Where the string "stream" occurs in a line of the entries below, copy that line.

Entries provided
= = = = = = =

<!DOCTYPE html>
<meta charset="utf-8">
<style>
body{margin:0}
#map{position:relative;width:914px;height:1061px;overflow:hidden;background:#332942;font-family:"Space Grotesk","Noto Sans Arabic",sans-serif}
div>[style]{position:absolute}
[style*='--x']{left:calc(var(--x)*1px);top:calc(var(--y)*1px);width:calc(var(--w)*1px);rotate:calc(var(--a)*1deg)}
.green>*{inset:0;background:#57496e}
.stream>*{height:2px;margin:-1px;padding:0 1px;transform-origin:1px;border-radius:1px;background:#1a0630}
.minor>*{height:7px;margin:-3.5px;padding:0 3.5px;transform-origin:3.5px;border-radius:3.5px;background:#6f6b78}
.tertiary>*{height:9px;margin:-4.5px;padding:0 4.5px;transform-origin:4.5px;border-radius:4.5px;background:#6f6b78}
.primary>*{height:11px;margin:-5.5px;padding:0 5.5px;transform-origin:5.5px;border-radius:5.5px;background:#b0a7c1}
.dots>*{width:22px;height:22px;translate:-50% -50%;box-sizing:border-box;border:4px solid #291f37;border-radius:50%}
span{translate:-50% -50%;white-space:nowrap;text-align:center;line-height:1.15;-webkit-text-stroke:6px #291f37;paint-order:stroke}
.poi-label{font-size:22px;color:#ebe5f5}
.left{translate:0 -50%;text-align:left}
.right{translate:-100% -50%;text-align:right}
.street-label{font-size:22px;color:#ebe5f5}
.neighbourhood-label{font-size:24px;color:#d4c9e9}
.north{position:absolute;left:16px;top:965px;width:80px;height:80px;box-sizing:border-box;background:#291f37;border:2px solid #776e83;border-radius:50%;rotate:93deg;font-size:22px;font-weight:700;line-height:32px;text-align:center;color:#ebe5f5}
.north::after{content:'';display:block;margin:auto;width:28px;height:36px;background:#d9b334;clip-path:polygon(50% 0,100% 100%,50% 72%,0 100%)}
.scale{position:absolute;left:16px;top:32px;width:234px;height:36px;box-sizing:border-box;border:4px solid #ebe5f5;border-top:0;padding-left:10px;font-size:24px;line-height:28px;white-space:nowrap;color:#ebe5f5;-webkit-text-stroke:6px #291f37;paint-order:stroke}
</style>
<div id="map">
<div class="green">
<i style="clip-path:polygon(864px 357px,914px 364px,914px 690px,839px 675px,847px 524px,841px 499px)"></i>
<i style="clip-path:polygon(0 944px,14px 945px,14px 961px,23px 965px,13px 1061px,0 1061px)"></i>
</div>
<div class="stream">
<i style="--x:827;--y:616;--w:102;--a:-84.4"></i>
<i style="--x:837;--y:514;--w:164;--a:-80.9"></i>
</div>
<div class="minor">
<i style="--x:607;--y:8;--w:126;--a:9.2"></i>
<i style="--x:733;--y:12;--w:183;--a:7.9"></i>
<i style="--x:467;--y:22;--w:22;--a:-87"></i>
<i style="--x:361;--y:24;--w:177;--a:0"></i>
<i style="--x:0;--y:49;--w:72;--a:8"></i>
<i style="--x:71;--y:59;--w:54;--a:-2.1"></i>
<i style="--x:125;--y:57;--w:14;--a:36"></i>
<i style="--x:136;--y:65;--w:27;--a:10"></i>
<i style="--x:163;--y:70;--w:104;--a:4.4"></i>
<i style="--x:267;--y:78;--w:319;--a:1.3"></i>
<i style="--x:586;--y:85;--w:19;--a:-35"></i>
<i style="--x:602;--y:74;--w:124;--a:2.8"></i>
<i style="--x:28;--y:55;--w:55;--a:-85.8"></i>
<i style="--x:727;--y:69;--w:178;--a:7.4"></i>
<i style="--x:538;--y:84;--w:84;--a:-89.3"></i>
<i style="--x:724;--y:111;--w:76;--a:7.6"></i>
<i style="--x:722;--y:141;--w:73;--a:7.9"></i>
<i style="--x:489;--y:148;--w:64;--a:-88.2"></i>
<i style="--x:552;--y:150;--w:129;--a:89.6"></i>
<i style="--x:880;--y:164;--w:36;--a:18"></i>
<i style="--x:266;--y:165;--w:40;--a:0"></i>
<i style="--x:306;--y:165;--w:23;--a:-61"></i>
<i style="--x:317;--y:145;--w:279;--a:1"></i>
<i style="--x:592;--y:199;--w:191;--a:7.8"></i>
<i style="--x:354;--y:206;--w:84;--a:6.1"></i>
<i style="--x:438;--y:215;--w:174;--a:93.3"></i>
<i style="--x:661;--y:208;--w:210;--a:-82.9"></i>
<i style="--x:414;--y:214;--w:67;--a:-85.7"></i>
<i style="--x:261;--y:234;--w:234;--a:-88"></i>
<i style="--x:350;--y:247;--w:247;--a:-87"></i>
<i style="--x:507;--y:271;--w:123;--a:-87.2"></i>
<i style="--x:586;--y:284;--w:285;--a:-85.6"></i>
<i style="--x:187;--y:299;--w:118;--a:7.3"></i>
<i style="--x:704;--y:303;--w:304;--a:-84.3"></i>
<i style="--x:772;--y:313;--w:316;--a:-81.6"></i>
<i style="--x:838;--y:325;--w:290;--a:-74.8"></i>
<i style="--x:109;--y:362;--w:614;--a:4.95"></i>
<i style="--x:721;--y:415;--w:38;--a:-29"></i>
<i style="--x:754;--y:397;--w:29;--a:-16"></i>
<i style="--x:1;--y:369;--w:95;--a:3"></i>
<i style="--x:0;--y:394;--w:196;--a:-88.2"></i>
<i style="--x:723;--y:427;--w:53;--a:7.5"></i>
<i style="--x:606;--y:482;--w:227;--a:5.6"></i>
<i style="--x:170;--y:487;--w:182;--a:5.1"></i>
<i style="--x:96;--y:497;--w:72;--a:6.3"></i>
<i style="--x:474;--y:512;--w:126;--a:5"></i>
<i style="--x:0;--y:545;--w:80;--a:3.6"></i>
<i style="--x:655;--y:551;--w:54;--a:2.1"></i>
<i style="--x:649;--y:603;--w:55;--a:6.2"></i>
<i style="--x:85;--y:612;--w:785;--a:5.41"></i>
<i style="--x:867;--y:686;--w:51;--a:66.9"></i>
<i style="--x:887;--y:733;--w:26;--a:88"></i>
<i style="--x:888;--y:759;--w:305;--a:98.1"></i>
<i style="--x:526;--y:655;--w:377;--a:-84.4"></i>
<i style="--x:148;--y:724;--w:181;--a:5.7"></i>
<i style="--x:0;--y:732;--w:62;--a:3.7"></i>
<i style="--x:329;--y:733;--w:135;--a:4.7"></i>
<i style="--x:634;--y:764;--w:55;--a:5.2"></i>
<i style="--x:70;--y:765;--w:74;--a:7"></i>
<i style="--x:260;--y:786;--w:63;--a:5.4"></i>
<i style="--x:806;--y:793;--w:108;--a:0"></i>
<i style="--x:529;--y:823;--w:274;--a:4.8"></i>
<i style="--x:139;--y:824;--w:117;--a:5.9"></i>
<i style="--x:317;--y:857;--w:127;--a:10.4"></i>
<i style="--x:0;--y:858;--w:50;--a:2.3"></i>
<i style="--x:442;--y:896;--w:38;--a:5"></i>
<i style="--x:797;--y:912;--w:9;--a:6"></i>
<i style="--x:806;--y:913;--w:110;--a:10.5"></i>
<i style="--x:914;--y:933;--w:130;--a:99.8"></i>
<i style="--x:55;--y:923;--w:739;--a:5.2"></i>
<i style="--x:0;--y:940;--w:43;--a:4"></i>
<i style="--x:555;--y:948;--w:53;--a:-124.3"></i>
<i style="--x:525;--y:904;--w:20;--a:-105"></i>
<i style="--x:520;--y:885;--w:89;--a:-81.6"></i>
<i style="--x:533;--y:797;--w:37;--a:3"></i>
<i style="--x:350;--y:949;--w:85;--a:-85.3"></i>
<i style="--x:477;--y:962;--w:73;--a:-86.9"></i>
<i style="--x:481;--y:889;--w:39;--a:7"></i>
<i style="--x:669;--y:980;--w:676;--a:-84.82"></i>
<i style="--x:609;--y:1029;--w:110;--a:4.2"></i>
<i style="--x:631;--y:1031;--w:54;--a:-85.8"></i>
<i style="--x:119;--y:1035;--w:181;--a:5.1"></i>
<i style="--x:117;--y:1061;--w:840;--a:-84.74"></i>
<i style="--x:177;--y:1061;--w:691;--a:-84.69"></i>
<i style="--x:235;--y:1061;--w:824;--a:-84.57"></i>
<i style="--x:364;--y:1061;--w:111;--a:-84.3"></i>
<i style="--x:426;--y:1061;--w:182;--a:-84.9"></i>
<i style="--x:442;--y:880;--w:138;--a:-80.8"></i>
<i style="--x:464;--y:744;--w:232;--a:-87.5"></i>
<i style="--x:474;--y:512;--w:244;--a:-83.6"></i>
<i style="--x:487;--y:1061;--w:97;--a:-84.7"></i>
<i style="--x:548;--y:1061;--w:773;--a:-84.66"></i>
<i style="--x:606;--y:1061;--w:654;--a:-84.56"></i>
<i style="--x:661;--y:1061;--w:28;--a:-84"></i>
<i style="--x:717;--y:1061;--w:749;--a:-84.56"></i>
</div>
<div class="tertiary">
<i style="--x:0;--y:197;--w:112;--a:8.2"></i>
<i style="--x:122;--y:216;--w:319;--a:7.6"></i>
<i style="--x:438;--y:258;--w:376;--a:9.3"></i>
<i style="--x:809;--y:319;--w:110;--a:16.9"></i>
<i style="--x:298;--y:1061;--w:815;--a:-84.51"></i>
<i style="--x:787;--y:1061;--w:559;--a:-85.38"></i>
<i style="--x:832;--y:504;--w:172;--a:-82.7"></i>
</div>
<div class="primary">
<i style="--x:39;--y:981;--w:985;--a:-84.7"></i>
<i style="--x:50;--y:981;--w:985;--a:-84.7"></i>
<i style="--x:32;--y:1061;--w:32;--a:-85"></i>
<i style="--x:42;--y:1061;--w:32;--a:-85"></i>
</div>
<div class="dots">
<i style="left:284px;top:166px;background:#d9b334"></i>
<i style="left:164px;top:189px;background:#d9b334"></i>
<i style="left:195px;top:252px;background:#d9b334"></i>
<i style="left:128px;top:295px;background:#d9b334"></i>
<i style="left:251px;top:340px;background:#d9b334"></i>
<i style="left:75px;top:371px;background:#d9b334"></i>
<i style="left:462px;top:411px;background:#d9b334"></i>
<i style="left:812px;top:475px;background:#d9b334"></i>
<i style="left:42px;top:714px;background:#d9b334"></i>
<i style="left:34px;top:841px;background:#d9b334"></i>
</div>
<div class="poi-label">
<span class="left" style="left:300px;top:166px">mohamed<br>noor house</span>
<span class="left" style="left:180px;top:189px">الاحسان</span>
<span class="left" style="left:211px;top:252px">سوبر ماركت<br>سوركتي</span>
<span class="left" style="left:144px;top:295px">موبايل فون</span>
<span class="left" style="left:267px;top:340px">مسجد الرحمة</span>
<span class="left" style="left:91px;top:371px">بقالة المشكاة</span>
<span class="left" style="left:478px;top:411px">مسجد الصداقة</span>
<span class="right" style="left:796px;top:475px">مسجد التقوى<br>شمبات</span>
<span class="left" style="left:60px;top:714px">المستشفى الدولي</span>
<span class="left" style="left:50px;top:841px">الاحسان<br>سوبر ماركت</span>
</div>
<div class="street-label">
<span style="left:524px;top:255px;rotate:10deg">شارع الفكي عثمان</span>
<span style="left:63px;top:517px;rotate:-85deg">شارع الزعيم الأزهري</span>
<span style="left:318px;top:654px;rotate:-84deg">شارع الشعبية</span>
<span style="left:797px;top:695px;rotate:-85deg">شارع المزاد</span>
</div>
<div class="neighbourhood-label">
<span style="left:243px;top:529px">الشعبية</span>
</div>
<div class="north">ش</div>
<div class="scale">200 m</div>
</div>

= = = = = = =

Written solution
.stream>*{height:2px;margin:-1px;padding:0 1px;transform-origin:1px;border-radius:1px;background:#1a0630}
<div class="stream">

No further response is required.